If you mill your own flour, well, there are plenty of millers here who have been posting about the fantastic taste of their freshly milled flour.  Flourgirl51 has a milling business, sells freshly milled whole grain flours, and her products have received fantastic reviews.  

I believe there is a window, however, for use of freshly milled flour, before it should be allowed to age.  Peter Reinhart discussed that in an interview that Pamela had linked, but I don't recall the time frame.

All flours contain wild yeast, but the stuff that's been bleached and bromated probably has had a lot of it killed off by the chemicals.  I use the cheapest unbleached bread flour I can find to refresh my SD culture, and it does just fine.  


matt.hobbs's picture
matt.hobbs

Hi LindyD,


Thanks for your reply, the flour is Shipton Mills organic flour, White, spelt and rye. It was left in a bakery after it closed down, We're now re-opening the bakery and have appox 500Kg of flour left here to use. Its about 18 months after its best before date. I've spoken to environmental health and they said technically we can use it as its only a best before date and not a use by date, but we were wondering if it would effect the final product. We have done some test baking with it and the bread doesnt appear to be proving/rising anywhere near the amount it should, When compared to some cheep flour from tesco. Also we can't get the right depth of flavour from the fermented bread ie sour doughs etc...

noonesperfect's picture
noonesperfect

From my personal experience, I would say that the age of the flour can absolutely affect the taste and performance.
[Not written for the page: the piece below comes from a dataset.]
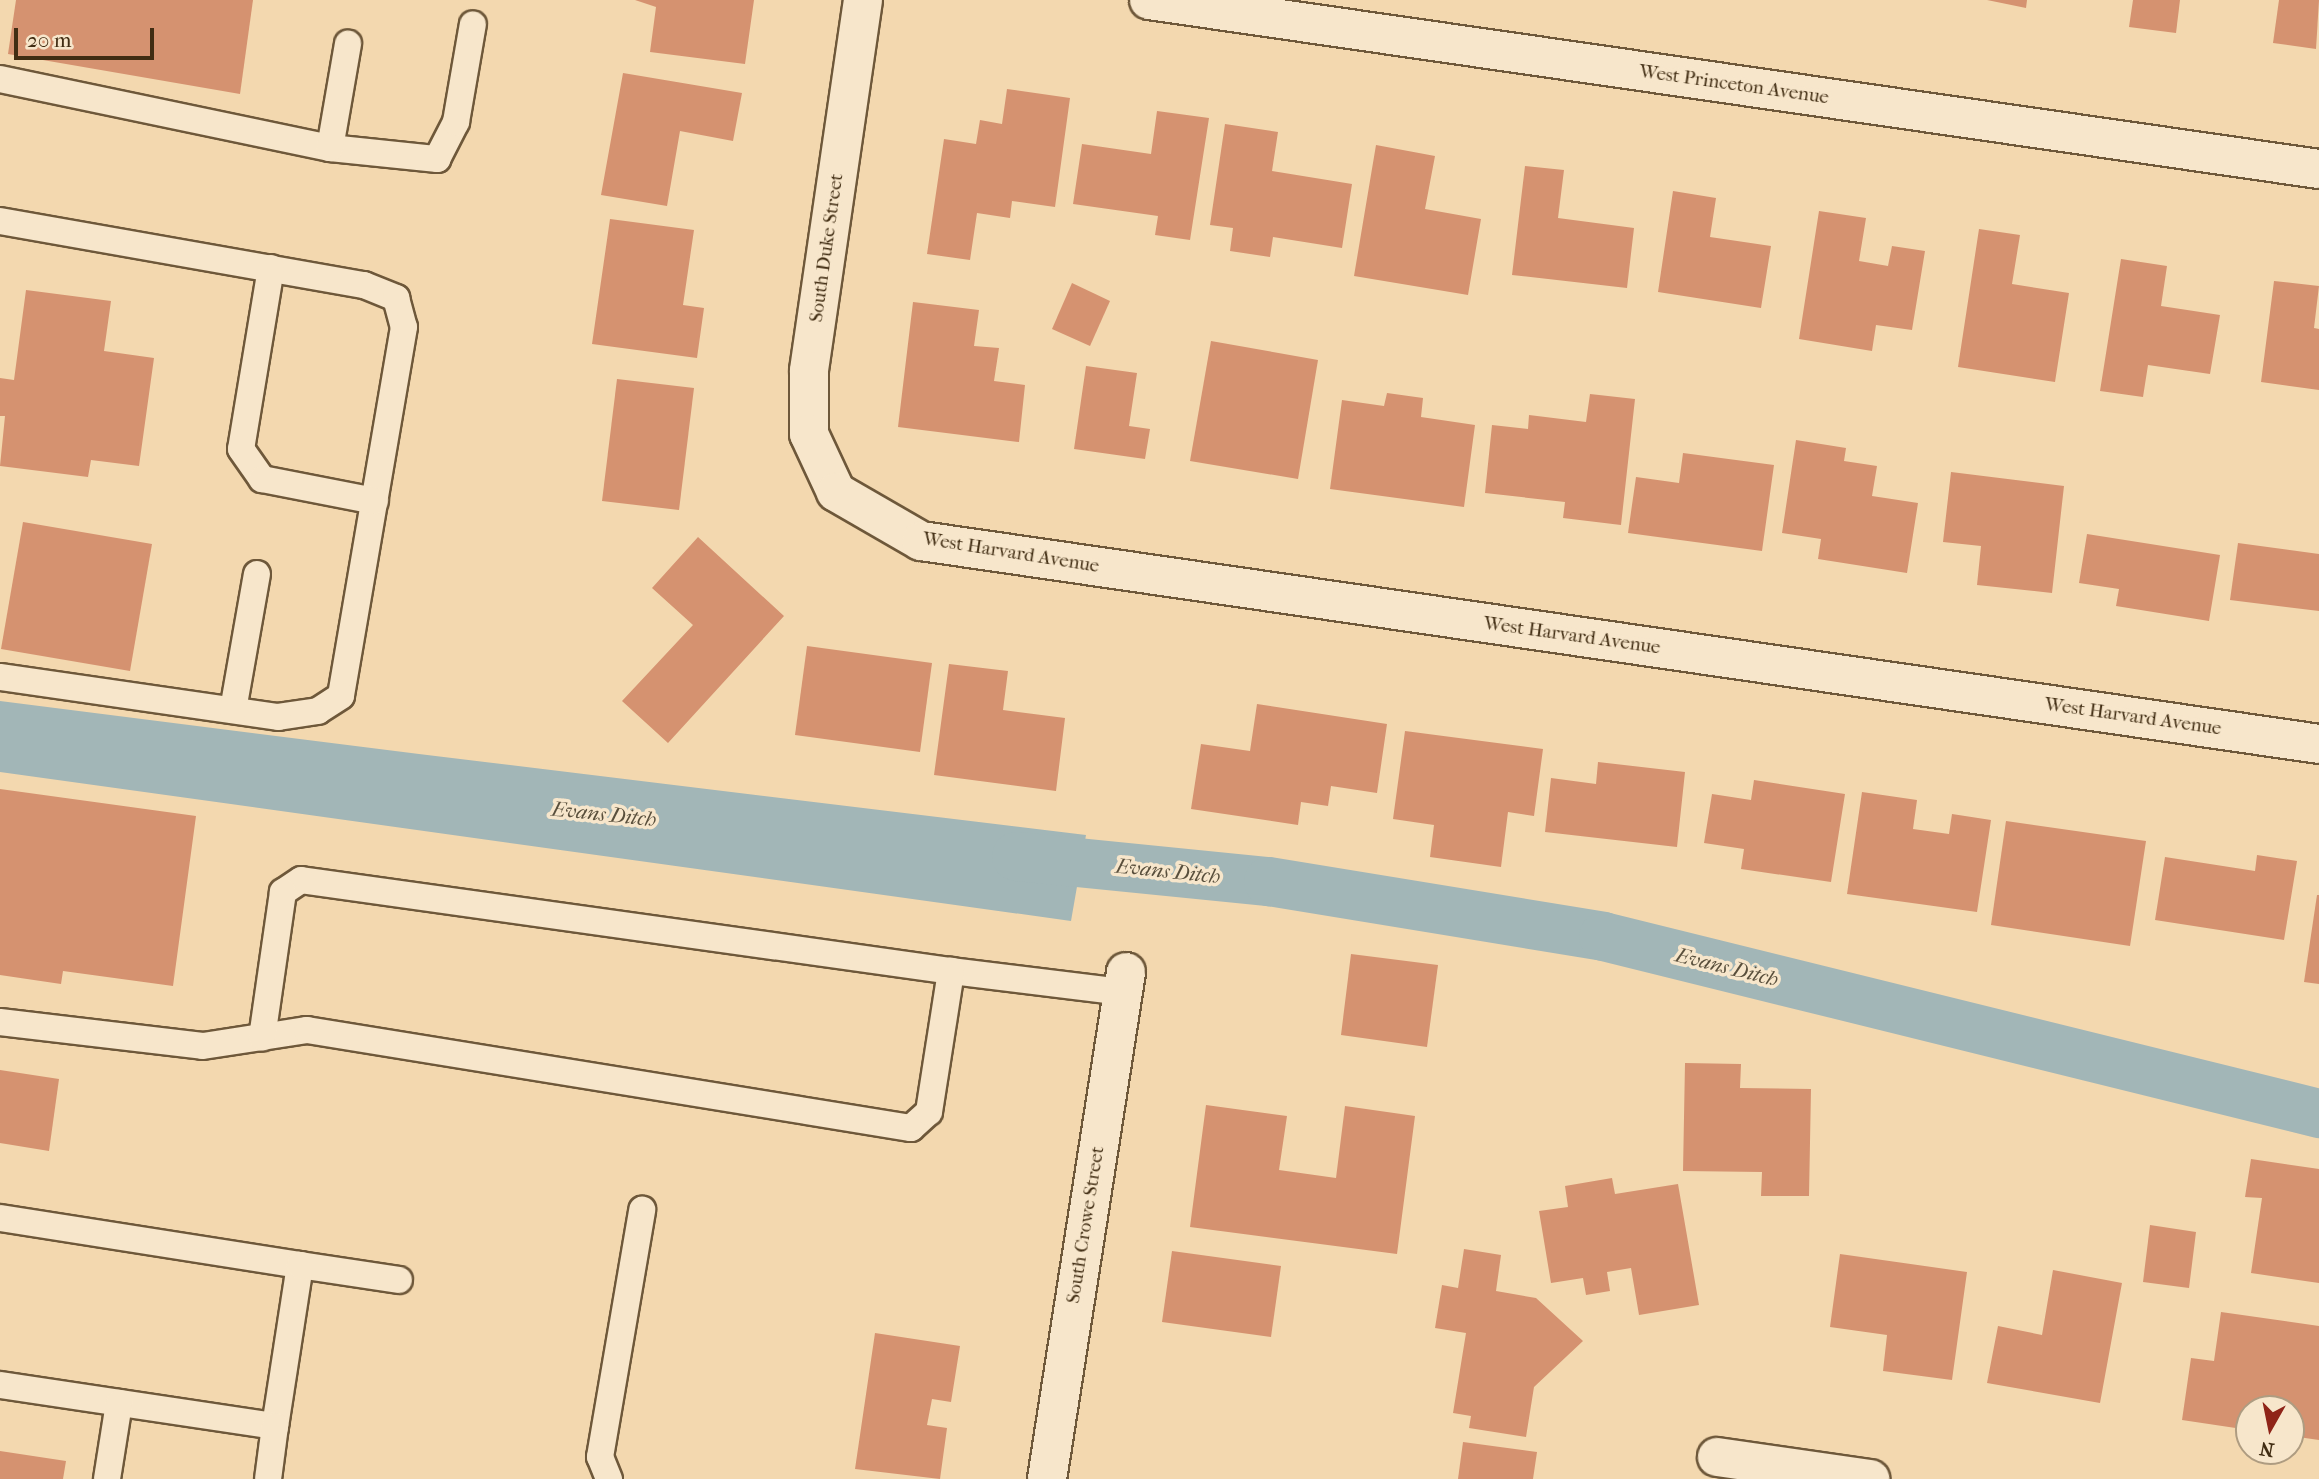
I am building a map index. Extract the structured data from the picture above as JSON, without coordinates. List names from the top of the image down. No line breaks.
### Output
{"streets":{"street":["West Princeton Avenue","South Duke Street","West Harvard Avenue","South Crowe Street"]},"crossings":[["South Duke Street","West Harvard Avenue"]],"water":["Evans Ditch"],"scale_bar":"20 m","north":"bottom"}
While visiting family during the holidays, I was asked to provide the bread for the meals.  I started by using what was in my mother's pantry, which was 3 or 4 year-old unbleached all-purpose flour.  I got no rise to speak of, the crust was a horrible color, and I ended up throwing out the bread because of the nasty taste.  I followed the same recipe using fresh-bought flour, and the results were "normal", exactly what I was used to seeing, and bread that I was pleased to serve my family.
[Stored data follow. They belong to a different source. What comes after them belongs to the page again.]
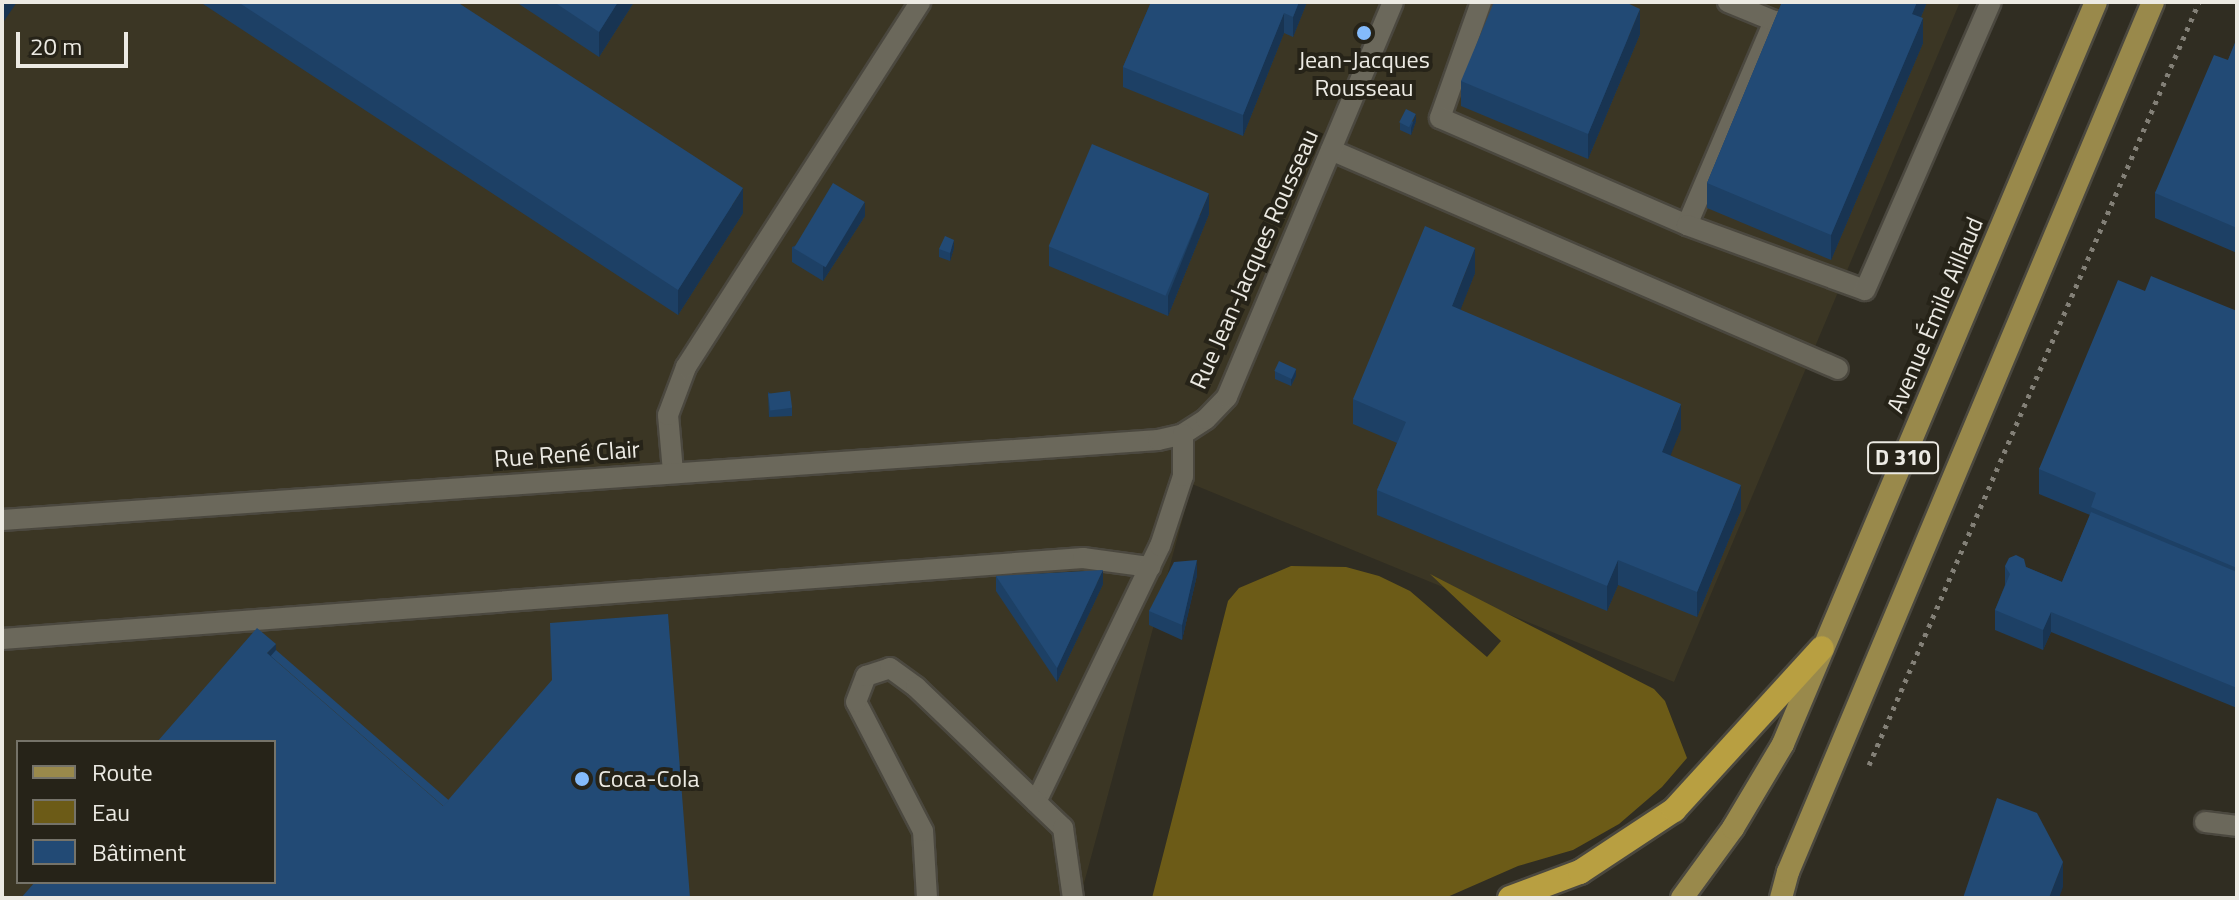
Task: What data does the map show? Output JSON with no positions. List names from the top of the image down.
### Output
{
  "streets": {
    "main road": ["Avenue Émile Aillaud", "D 310"],
    "lane": ["Rue Jean-Jacques Rousseau", "Rue René Clair"]
  },
  "crossings": [
    ["Rue Jean-Jacques Rousseau", "Rue René Clair"]
  ],
  "places": ["Jean-Jacques Rousseau", "Coca-Cola"],
  "legend": ["Route", "Eau", "Bâtiment"],
  "scale_bar": "20 m"
}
What result do you see if you increase the proofing time to get the rise you are expecting?  There should be more depth of flavor from the longer rise, and it would be a shame to have to toss out all that flour.


 


brad

matt.hobbs's picture
matt.hobbs

Hi Brad,


Even leaving the bread to prove for 3 or 4 times longer than normal we're still not getting a good rise on it. We've even tried using the prover in the bakery without much sucess. I think we are going to have to throw it out the way things are looking at the moment.

Debra Wink's picture
Debra Wink

The enzymes in the flour break down over time, I think. Anyway, diastatic malt powder seems to have a limited shelf life, so why not the natural enzymes and/or malted barley added to flours? These are what turn the starches into sugars that fuel the long rises. Before giving up on the flour, try adding a little diastatic malt powder and see what happens.


dw

althetrainer's picture
althetrainer

Debra, what if I use malt powder in regular 100% whole wheat flour that is still fresh?  Will that over proof the dough too quickly?  I am always curious about malt powder but have never used it. 

Debra Wink's picture
Debra Wink

It's been a while, but I did experiment with it in my desem breads, and it did help the dough to rise in the proofing. Without some honey or diastatic malt added, I found that the leavening pooped out early. But, I also learned that long fermentations aren't particularly a good fit for 100% whole wheat sourdough, so now I try to work within a shorter time frame. I don't think my dough ever proofed what I would consider to be too quickly, but I think too much malt makes dough sticky and probably has a negative effect on dough rheology. A little may be good; a lot is not.

LindyD's picture
LindyD

Matt, I checked out the Shipton Mills website and it appears their flours are unenriched and unmalted.


It may not be the age of the flour causing the poor performance, but the lack of malt.  That certainly was my experience when I was sold an organic flour and not advised it was unenriched and  unmalted.


Hopefully adding diastatic malt will solve your issues with that flour.